Não foi difícil para Pedro Guarany
encontrar o rastro para o bolicho. Seguiu a direção indicada pelo
mascate e logo reconheceu as marcas no chão, sinal de que havia um
trânsito razoável de gente por aquelas bandas. Bastou seguir o
caminho e de longe avistou o comércio.
A várzea estendia-se a perder de vista.
Alguns quilômetros mais adiante, corria uma sanga de águas calmas e
transparentes e era possível avistar o mato. Foi se aproximando. A
casa destacava-se, pois, naquela região, não era comum um comércio
de beira-estrada feito de material. Normalmente, eram pequenos
ranchos de barro e de palha. Já a venda de Geraldo Muñoz era
composta por um lindo terreiro com árvores fazendo sombra em
abundância. Havia alguns palanques com cavalos atados próximos aos
cochos de água. Uma pipa com tração animal para buscar água na
sanga estava encostada ao umbu centenário, que estendia seus longos
braços na frente da casa. Era um recanto privilegiado, não havia
dúvidas.
Apeou do cavalo e passou a rédea em um
galho do umbu. Encarou o prédio branco, com duas grandes janelas e
uma porta dupla no meio, que convidava todos a entrar. Parou sob a
soleira da porta e reconheceu as características comuns a quase
todas as vendas espalhadas pelo continente.
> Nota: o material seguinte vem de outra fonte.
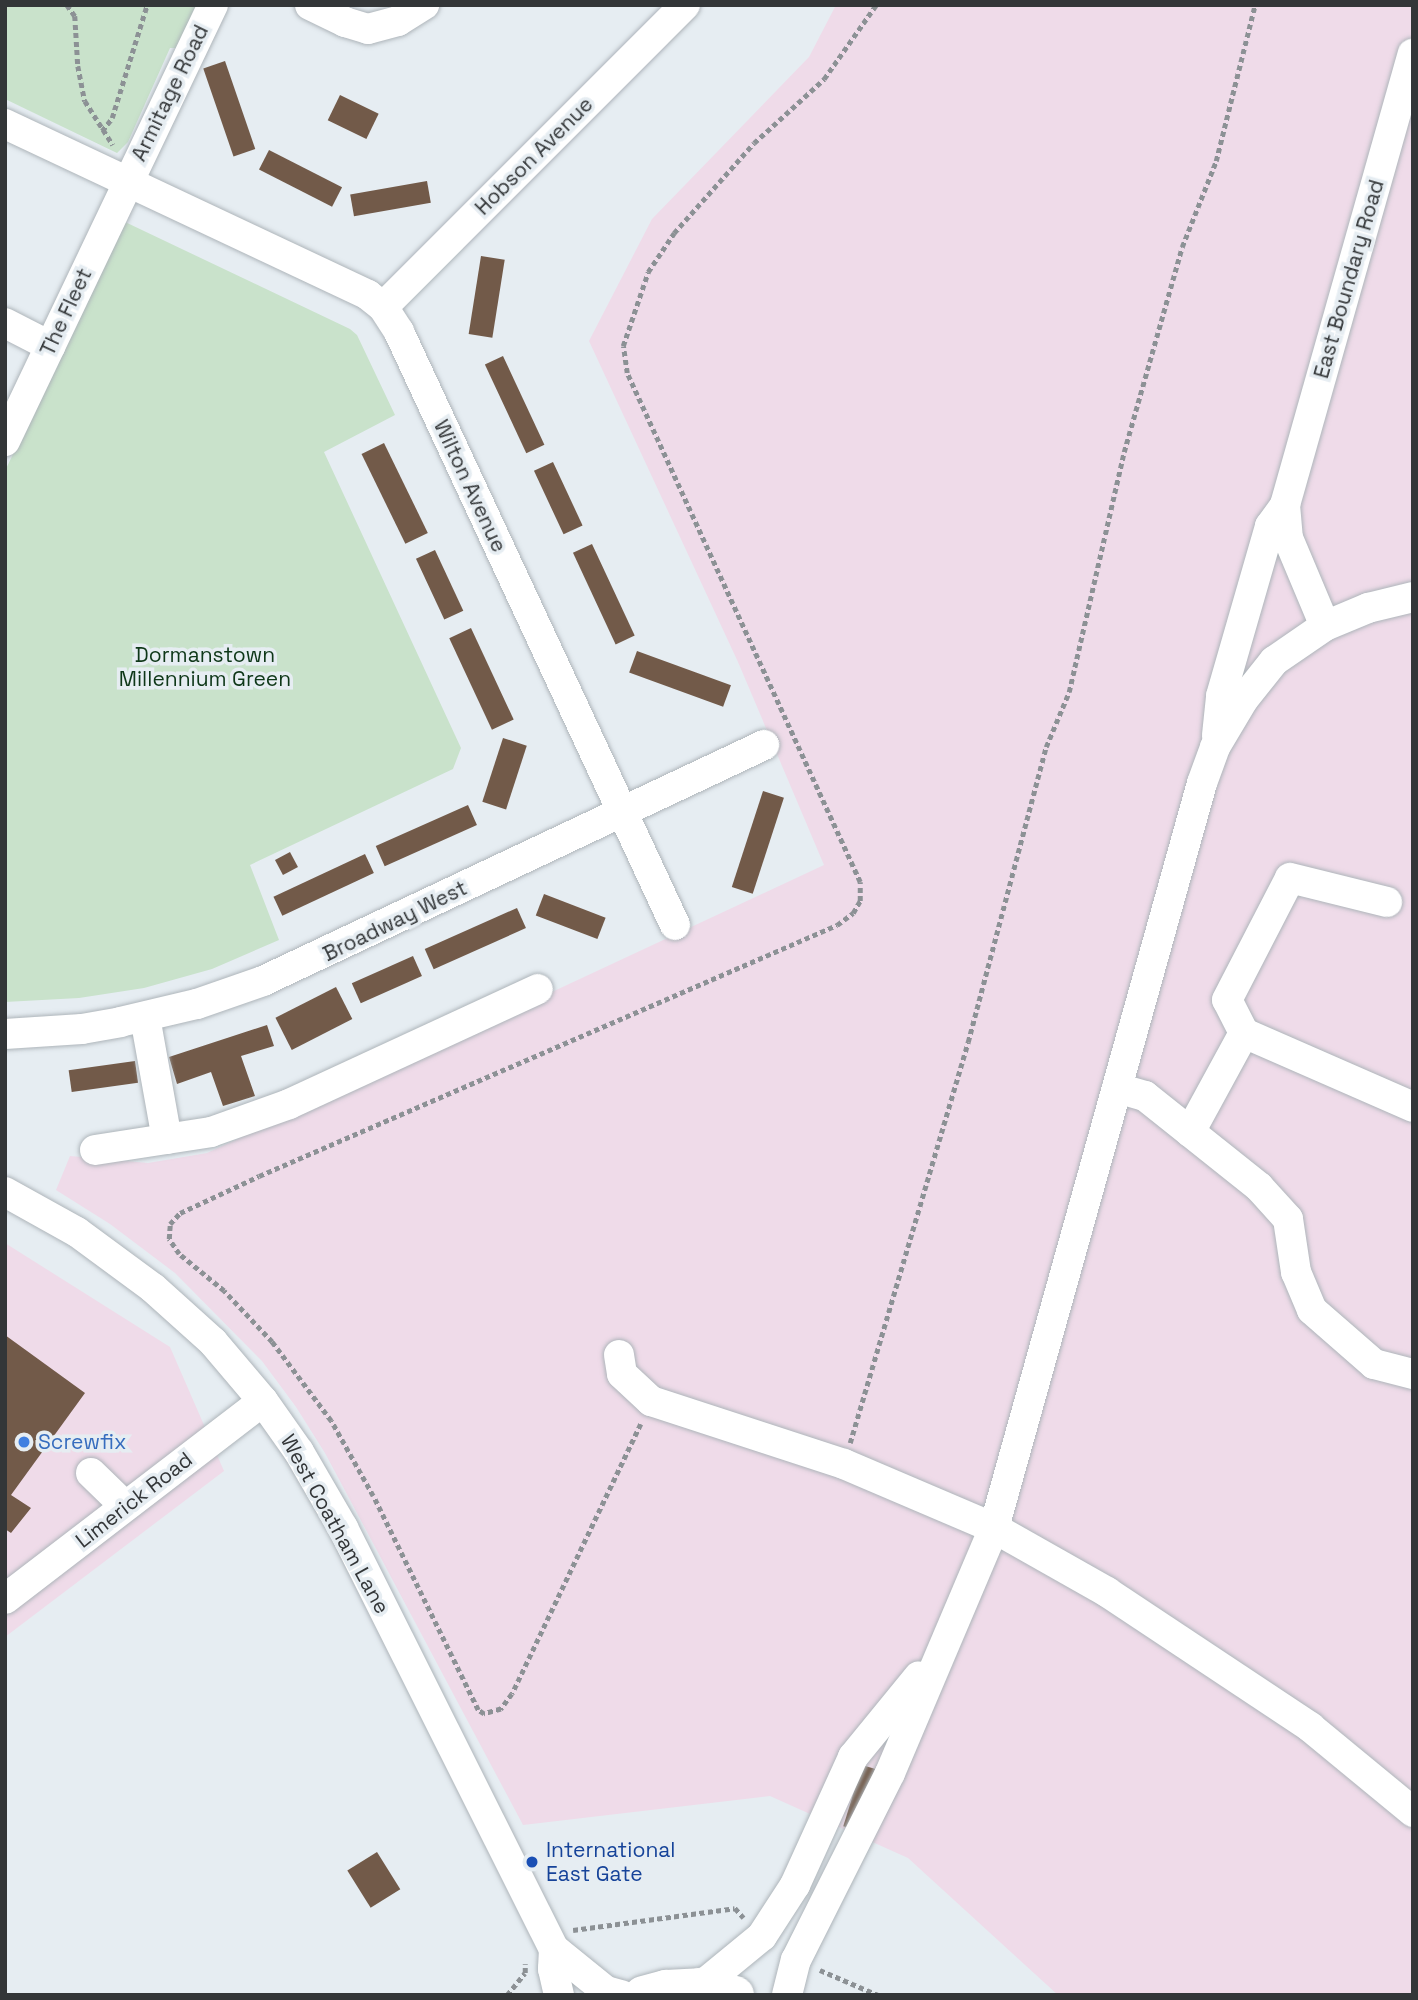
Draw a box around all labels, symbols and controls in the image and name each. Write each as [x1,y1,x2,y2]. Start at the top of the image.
street label: Armitage Road [126,21,214,165]
street label: Hobson Avenue [470,92,598,220]
street label: East Boundary Road [1309,177,1389,381]
street label: The Fleet [35,264,97,360]
street label: Wilton Avenue [428,416,512,556]
park label: Dormanstown Millennium Green [119,642,291,692]
street label: Broadway West [319,875,471,967]
place label: Screwfix [38,1429,126,1455]
street label: West Coatham Lane [275,1430,395,1618]
marker: Screwfix [16,1434,32,1450]
street label: Limerick Road [71,1447,197,1553]
place label: International East Gate [546,1837,675,1887]
marker: International East Gate [524,1854,540,1870]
Algumas mesas de madeira tosca estavam
distribuídas aleatoriamente. Aqui e ali, algum gaúcho tomava um
trago, conversando fiado. Havia prateleiras recheadas de mantimentos,
sementes, bolachas, erva mate, fumos, cachaças temperadas com as
iguarias da região e curtidas há mais de um ano — a preferência
dos clientes era a canha com butiá — e outros vícios. Havia
também alguma coisa de vestuário, tecidos, alpargatas, jaquetas
camperas, ponchos, capas e chapéus. Não podia faltar, ainda,
algo de veterinária, remédios e todo o arreamento, trançados,
enfeites. Todo o estoque ficava pendurado pelas paredes e pelo forro
do bolicho.
Pedro foi adentrando na sala. Viu um
grupo à esquerda, perto da janela, jogando truco a dinheiro. Soltou
um suspiro de inconformidade. Mais ao fundo, escondidos pelas
sombras, havia alguns peões, sabia o que eram pelas feições e
pelas vestimentas, escutando concentrados um senhor negro que cantava
histórias tristes em versos milongueados. Ele devia ser muito velho,
pensou, pois estava com o cabelo cheio de mechas brancas.
Sou índio de pelo duro
Sem rumo e sem sobrenome
E essa mágoa que me aflige
É a mesma de outro tantos
Cansei de pedir aos santos
Que ninguém morra de fome
Que Deus atenda minhas preces
Pois mia fé ninguém consome.
No outro canto, estava o balcão de
madeira forte, ensebado pelo suor e pelo divertimento de muitos. Ele
escondia a porta que dava pras dependências internas do casarão.
Atrás do móvel, via-se um senhor de porte mediano, cabelos brancos
e volumosos um tanto compridos, com um pano velho atirado sobre o
ombro. Tinha uma enorme testa e um olhar firme e decidido. Estava
entretido charqueando uma carne. Assobiava uma coplita e nem
reparou quando Pedro encostou-se no balcão.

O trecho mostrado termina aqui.